I’ll take my kindness where I can get it.

Dear, dear Feastlings,
Here’s the thing about making what started out as a commercial endeavor – the email list- into a near-daily therapy session with an assortment of 4600 amateur and professional therapists on the receiving end of it: it’s the best safety net ever. One of two of you occasionally drop me a line when you see I’ve reached a tipping point (you know, like yesterday,) some calling me on it, some telling me to suck it up and a boatload of you take me under your wing, one after another, and remind me that I’m not alone and we’re all in this together, isolated or not. I still haven’t even had time to respond to all your kind and generous replies, but here’s a blanket thank you for being supportive, of me, of Feast, of all my buddies here, and of people who work at independent businesses anywhere at all.
I listened to a podcast the other day that was truly about people in healthcare, but which I think applies to nearly every facet of of our lives, and so I’m dropping a link to it here, because it feels apropos:

How Do You Cure a Compassion Crisis? (Ep. 444)
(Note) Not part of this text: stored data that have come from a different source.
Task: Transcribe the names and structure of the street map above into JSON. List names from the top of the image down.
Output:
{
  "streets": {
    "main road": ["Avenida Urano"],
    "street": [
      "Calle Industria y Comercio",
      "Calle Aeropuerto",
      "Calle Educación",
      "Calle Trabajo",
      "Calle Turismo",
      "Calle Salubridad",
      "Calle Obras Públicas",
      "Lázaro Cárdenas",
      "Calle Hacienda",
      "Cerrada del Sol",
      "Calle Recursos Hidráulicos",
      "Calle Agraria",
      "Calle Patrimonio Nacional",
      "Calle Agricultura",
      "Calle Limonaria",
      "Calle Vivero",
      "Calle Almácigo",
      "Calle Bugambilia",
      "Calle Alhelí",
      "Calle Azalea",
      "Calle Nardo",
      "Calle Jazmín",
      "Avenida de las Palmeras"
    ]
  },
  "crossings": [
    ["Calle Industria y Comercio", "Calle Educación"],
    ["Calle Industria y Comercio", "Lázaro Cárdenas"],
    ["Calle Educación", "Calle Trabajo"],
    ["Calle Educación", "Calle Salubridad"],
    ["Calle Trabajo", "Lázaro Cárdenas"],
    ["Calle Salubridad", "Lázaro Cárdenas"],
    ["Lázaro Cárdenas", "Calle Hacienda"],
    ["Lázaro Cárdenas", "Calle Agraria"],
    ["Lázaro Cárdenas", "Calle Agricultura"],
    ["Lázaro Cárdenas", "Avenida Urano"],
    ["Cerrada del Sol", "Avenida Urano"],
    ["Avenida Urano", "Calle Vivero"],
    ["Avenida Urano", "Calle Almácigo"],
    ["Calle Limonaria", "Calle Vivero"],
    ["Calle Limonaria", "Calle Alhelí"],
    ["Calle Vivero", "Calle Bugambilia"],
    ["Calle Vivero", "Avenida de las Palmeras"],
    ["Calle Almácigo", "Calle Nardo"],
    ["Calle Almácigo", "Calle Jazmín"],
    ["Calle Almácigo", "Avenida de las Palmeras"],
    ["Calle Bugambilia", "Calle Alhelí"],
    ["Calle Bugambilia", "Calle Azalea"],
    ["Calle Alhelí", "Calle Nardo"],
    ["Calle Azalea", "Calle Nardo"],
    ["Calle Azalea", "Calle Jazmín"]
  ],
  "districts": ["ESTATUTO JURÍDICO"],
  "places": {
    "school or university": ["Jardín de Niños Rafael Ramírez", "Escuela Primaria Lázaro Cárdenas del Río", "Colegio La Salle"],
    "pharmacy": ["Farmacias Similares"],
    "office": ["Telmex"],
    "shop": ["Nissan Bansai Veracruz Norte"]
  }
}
And then I’ll tell you a little meandering story, as I’m now apt to do, and I think it will be useful in my therapy session today. Forty years ago or so, when I was an angst-filled high school student (long before I was an angst-filled restaurateur,) my hero was Kurt Vonnegut. I voraciously gobbled up whatever words of his I could, and more than a handful have stuck with me, ironically not technically even his words, but referring to a high school student named John Filger who’d written him:

“He says in his letter that he has read almost everything of mine and is now prepared to state the single idea that lies at the core of my life’s work so far. The words are his: ‘Love may fail, but courtesy will prevail.’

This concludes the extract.